KenLM performs interpolated modified Kneser Ney Smoothing for estimating the n-gram probabilities.
Step-by-step guide for training an n-gram based Language Model using KenLM toolkit
Before installing KenLM toolkit, you should install all the dependencies which can be found in kenlm-dependencies.
For Debian/Ubuntu distro:
To get a working compiler, install the build-essential
package. Boost is known as libboost-all-dev
. The three supported compression options each have a separate dev package.
$ sudo apt-get install build-essential libboost-all-dev cmake zlib1g-dev libbz2-dev liblzma-dev
For this, it's suggested to use a conda or virtualenv virtual environment. For conda, you can create one using:
$ conda create -n kenlm_deepspeech python=3.6 nltk
Then activate the environment using:
$ source activate kenlm_deepspeech
Now we're ready to install kenlm. Let's first clone the kenlm repo:
$ git clone --recursive https://github.com/vchahun/kenlm.git
And then compile the LM estimation code using:
$ cd kenlm
$ ./bjam
As a final step, optionally, install the Python module using:
$ python setup.py install
First let's get some training data. Here, I'll use the Bible:
$ wget -c https://github.com/vchahun/notes/raw/data/bible/bible.en.txt.bz2
Next we will need a simple preprocessing script. The reason is because:
- the training text should be a single text/compressed file (e.g.
.bz2
) which has a single sentence per line. - it need to be tokenized and lowercased before feeding it into kenlm
So, create a simple script preprocess.py
with the following lines:
import sys
import nltk
for line in sys.stdin:
for sentence in nltk.sent_tokenize(line):
print(' '.join(nltk.word_tokenize(sentence)).lower())
For sanity check, do:
$ bzcat bible.en.txt.bz2 | python preprocess.py | wc
And see that it works fine.
Now we can train the model. For training a trigram model with Kneser-Ney smoothing, use:
# -o means `order` which translates to the `n` in n-gram
$ bzcat bible.en.txt.bz2 |\
python preprocess.py |\
./kenlm/bin/lmplz -o 3 > bible.arpa
The above command will first pipe the data thru the preprocessing script which performs tokenization and lowercasing. Next, this tokenized and lowercased text is piped to the lmplz
program which performs the estimation work.

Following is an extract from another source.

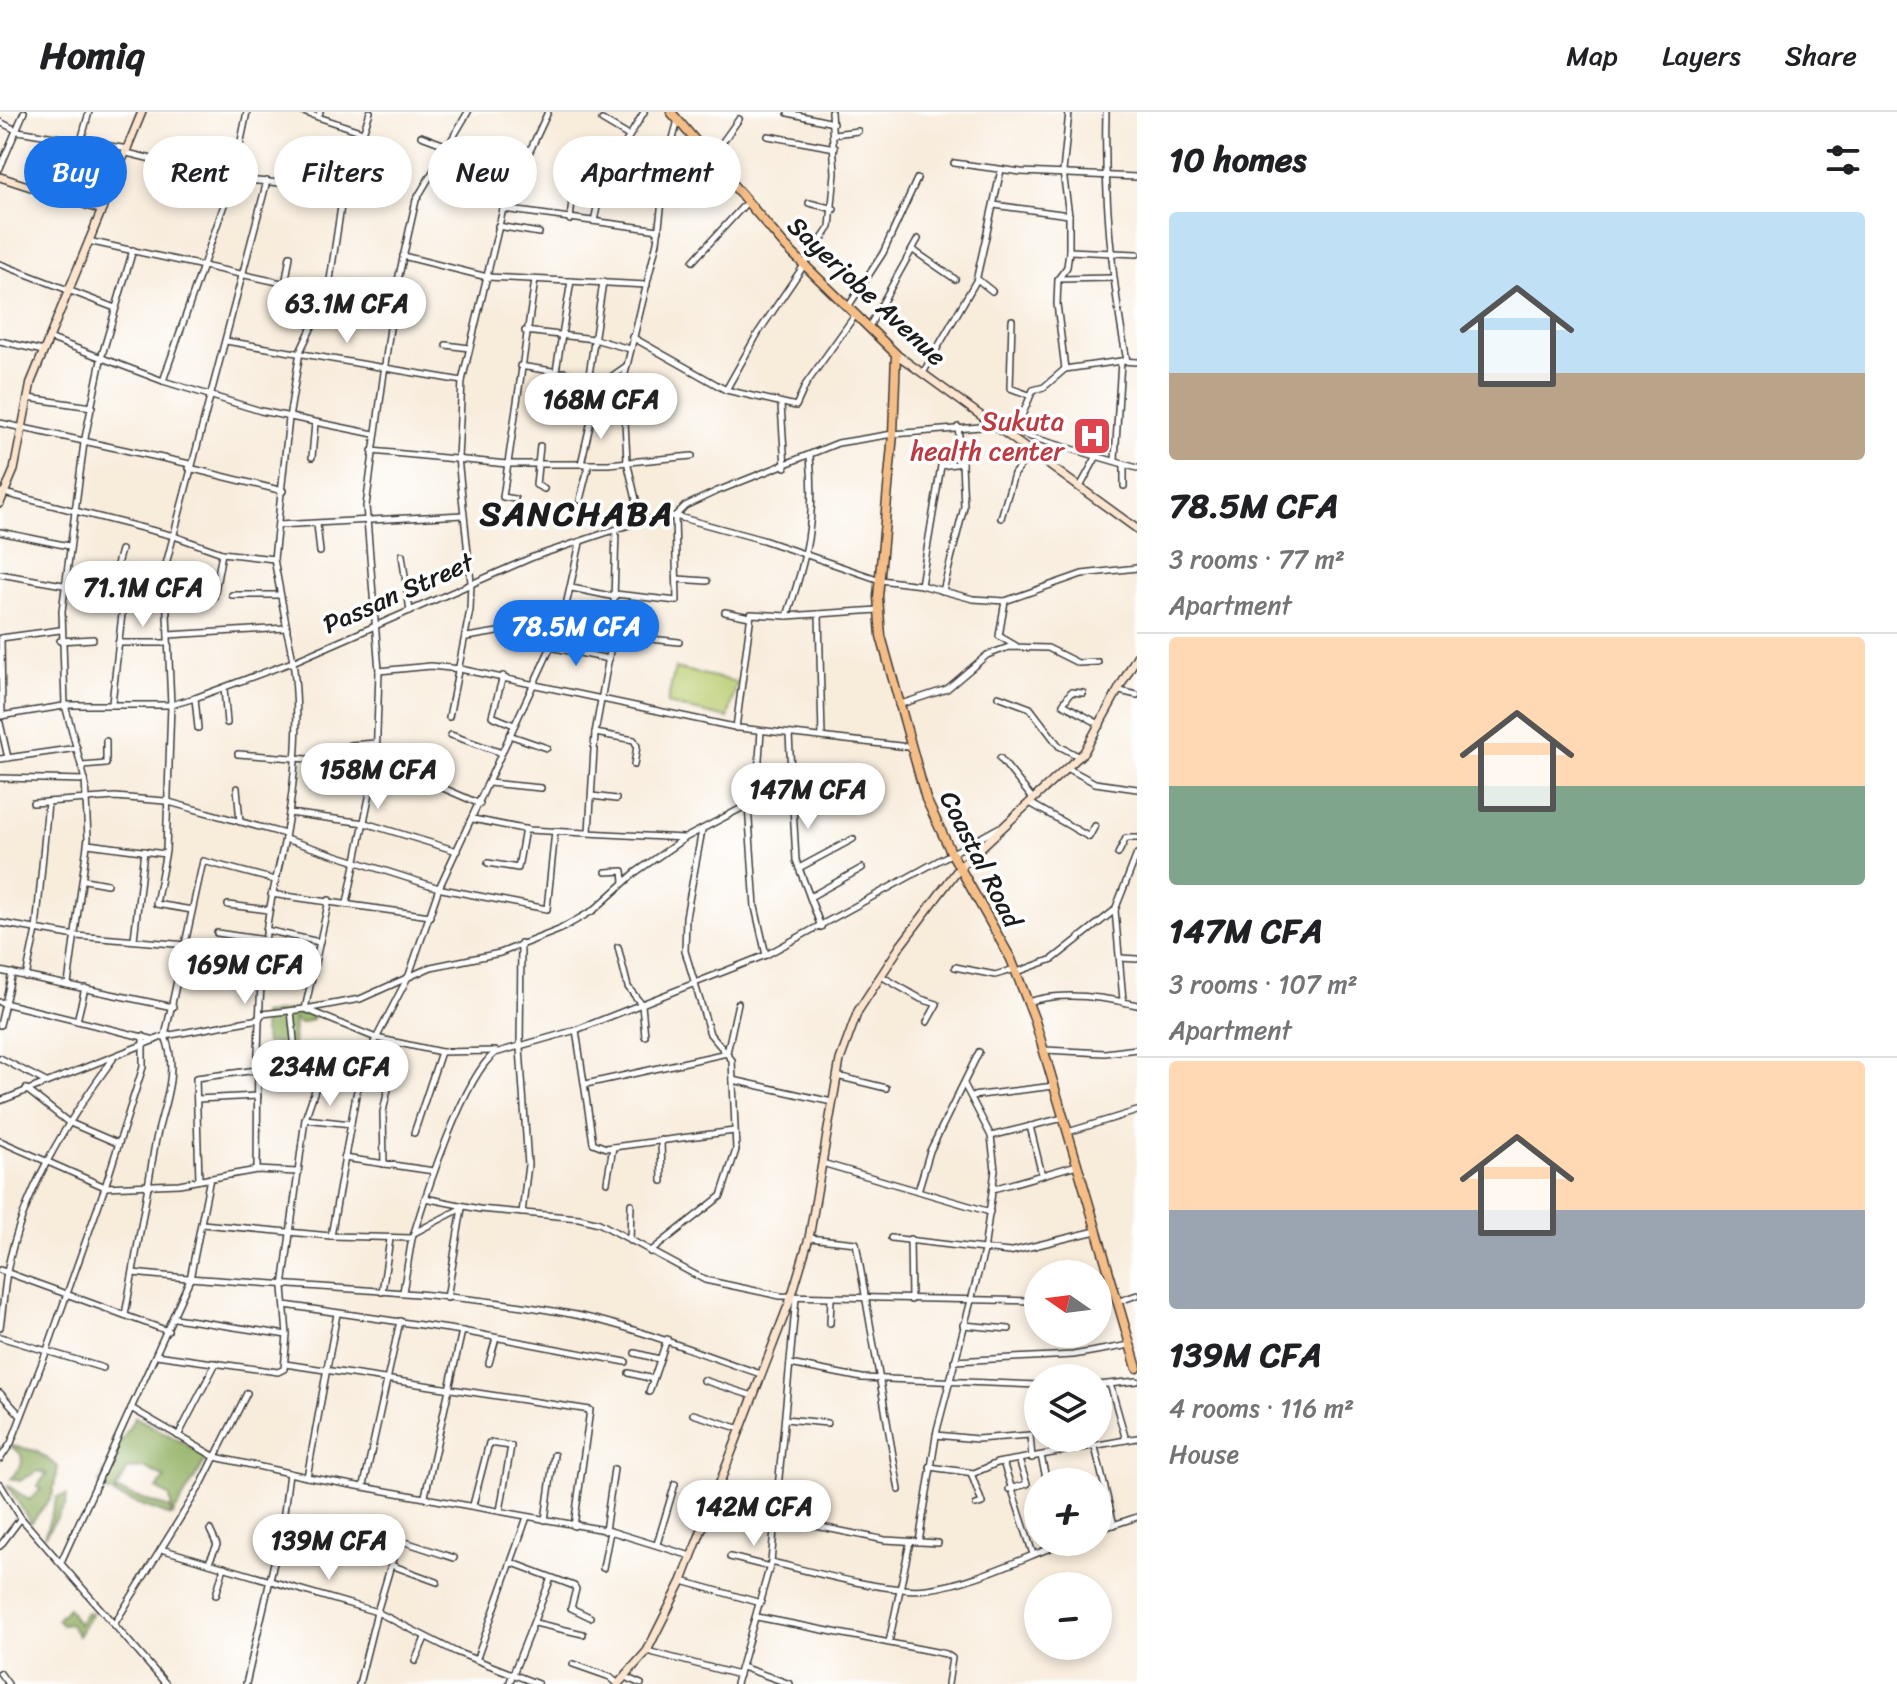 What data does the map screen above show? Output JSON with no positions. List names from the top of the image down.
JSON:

It should finish in a couple of seconds and then generate an arpa file bible.arpa
. You can inspect the arpa file using something like less
or more
(i.e. $ less bible.arpa
). In the very beginning, it should have a data section with unigram, bigram, and trigram counts followed by the estimated values.
ARPA files can be read directly. But, the binary format loads much faster and provides more flexibility. Using the binary format significantly reduces loading time and also exposes more configuration options. For these reasons, we will binarize the model using:
$ ./kenlm/bin/build_binary bible.arpa bible.binary
Note that, unlike IRSTLM, the file extension does not matter; the binary format is recognized using magic bytes.
One can also use trie
when binarizing. For this, use:
$ ./kenlm/bin/build_binary trie bible.arpa bible.binary
Now that we have a Language Model, we can score sentences. It's super easy to do this using the Python interface. Below is an example:
import kenlm
model = kenlm.LanguageModel('bible.binary')
model.score('in the beginning was the word')
Then, you might get a score such as:
-15.03003978729248